PROBLEM TO SOLVE: Exactly how many lines in this material contain the string "halo"? Reply with the number alone.

RECORD EXCERPTS:
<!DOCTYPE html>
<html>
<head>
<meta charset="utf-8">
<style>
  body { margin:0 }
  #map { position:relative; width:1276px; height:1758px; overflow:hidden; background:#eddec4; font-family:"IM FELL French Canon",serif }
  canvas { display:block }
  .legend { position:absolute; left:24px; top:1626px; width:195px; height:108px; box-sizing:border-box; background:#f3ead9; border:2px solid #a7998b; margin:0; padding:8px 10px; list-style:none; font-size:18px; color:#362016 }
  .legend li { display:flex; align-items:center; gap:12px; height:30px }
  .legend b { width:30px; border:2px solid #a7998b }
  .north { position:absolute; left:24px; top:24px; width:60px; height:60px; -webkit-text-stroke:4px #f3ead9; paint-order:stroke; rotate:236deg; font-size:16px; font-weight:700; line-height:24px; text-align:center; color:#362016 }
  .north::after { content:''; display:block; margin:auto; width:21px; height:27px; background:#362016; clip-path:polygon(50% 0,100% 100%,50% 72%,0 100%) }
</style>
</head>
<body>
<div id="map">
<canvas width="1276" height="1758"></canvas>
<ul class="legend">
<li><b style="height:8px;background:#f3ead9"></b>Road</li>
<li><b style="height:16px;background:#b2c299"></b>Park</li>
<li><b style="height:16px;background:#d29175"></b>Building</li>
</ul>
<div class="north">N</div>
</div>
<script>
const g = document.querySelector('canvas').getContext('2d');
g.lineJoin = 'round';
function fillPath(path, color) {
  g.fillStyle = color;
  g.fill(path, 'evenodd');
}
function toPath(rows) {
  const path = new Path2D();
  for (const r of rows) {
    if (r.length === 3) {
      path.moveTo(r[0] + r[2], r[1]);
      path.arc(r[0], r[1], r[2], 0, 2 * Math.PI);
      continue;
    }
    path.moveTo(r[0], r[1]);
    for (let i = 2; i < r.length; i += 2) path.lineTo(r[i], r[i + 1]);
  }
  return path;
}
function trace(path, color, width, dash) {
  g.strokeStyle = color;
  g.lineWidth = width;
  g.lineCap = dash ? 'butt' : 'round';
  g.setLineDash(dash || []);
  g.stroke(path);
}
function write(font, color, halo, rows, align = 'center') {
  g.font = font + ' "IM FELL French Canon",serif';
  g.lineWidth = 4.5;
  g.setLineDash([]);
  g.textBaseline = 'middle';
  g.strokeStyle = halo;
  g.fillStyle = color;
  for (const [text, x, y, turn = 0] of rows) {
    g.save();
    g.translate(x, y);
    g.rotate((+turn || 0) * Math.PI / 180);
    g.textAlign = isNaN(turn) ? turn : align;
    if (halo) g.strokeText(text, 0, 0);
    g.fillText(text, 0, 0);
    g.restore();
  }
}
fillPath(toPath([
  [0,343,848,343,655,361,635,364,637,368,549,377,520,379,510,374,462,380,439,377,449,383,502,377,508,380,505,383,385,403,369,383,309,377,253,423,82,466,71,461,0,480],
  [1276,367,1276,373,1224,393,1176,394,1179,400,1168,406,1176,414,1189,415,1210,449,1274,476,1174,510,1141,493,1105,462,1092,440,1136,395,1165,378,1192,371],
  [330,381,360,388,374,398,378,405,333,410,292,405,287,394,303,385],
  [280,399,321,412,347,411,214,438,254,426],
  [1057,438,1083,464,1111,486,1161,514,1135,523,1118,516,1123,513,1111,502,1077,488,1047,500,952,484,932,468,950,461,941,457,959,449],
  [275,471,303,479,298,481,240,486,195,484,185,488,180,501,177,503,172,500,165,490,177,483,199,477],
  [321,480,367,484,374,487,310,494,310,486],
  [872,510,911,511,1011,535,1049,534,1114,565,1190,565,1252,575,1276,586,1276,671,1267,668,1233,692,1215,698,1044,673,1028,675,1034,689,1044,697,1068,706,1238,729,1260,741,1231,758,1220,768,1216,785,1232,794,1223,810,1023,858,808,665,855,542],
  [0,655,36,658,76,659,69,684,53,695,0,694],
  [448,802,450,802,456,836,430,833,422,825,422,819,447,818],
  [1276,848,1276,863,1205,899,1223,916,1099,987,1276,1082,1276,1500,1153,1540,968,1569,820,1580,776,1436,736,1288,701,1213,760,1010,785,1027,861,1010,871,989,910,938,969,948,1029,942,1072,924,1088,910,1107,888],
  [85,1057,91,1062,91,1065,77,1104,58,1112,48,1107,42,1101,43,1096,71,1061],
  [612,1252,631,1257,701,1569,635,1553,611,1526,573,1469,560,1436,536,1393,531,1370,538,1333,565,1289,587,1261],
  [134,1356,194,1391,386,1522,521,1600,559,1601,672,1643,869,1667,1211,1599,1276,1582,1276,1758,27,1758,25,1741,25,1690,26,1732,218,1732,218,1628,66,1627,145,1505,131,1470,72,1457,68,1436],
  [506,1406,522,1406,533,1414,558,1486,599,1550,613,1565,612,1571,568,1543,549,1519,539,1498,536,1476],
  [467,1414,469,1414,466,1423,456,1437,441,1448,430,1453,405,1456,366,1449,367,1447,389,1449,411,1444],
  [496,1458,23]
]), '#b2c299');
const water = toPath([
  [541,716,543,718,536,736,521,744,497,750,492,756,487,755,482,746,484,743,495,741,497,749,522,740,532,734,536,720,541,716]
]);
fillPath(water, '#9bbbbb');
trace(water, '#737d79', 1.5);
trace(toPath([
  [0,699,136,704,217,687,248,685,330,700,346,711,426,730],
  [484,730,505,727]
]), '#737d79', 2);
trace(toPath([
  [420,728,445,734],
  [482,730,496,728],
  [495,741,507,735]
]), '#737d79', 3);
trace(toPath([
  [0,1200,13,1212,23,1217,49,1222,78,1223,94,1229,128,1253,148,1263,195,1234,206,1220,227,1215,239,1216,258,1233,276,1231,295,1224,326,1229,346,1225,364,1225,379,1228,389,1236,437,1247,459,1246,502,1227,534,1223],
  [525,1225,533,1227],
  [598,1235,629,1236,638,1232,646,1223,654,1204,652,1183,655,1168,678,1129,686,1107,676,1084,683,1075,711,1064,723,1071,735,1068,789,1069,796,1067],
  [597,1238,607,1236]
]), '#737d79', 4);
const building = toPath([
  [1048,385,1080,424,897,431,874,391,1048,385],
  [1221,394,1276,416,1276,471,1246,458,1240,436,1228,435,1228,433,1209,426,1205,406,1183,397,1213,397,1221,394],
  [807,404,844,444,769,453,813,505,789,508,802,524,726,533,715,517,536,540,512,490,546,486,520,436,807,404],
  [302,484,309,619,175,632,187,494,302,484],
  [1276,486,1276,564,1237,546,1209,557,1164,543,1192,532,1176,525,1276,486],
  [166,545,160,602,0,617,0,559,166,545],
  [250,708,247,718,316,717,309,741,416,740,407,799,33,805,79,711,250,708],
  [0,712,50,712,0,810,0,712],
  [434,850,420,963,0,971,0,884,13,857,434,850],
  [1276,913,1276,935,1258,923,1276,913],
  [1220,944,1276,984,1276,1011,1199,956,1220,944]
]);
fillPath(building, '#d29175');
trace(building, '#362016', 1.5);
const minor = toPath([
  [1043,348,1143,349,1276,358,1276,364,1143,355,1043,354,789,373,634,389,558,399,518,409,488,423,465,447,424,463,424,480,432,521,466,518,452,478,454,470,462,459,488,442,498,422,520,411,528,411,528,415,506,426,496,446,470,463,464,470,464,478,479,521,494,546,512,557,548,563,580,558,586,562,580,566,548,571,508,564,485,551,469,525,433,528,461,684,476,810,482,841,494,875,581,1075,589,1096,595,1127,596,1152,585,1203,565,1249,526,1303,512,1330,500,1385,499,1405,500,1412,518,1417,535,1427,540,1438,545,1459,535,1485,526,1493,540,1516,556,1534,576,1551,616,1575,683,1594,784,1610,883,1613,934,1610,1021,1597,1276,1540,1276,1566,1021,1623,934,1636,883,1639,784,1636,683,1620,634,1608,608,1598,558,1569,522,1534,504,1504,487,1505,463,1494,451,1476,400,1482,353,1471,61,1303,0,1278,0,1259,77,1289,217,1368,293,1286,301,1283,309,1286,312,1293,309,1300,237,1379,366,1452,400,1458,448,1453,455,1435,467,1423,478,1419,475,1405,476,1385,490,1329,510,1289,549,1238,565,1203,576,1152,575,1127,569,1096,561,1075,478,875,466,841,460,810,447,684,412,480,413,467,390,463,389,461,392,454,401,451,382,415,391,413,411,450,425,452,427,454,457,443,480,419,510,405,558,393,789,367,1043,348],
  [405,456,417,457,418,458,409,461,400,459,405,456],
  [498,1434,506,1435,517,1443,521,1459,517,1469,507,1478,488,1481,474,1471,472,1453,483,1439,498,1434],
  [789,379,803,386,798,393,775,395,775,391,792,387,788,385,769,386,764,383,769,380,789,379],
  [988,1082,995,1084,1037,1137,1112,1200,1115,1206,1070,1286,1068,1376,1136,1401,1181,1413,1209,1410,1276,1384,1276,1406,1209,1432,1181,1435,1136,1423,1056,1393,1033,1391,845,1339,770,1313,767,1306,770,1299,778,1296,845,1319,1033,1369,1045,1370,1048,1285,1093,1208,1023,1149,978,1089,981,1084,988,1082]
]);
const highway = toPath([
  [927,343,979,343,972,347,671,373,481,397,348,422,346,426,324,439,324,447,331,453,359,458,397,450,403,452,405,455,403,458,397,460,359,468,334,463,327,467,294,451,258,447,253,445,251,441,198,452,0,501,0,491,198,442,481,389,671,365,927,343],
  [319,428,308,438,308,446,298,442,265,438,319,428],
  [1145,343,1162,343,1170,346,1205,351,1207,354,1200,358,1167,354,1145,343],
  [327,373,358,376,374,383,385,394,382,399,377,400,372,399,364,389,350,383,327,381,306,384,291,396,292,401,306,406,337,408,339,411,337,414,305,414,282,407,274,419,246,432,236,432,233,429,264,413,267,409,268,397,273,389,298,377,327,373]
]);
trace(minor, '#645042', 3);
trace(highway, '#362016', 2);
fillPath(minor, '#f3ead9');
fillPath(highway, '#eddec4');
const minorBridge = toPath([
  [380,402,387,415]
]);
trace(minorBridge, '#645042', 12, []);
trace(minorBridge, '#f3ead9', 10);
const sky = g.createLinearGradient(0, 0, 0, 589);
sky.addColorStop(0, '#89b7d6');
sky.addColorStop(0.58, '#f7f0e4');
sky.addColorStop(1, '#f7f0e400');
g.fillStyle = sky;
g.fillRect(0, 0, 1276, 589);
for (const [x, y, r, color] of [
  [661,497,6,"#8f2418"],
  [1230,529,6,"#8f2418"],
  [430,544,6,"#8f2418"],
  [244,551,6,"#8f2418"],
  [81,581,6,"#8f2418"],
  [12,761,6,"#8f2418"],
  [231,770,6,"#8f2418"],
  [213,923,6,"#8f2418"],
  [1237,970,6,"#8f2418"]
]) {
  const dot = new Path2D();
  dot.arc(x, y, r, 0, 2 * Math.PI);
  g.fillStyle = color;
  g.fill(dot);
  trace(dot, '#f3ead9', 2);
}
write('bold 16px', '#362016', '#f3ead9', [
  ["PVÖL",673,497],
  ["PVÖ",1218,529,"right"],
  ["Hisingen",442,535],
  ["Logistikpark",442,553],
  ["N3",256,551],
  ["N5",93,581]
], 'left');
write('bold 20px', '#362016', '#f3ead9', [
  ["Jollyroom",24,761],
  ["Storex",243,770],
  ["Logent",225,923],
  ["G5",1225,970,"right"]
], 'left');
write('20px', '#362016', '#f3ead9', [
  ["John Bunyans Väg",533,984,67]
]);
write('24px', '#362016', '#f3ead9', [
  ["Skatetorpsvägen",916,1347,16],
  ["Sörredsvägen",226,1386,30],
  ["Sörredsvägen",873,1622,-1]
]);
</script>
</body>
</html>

RESULT OF THIS EXERCISE: 3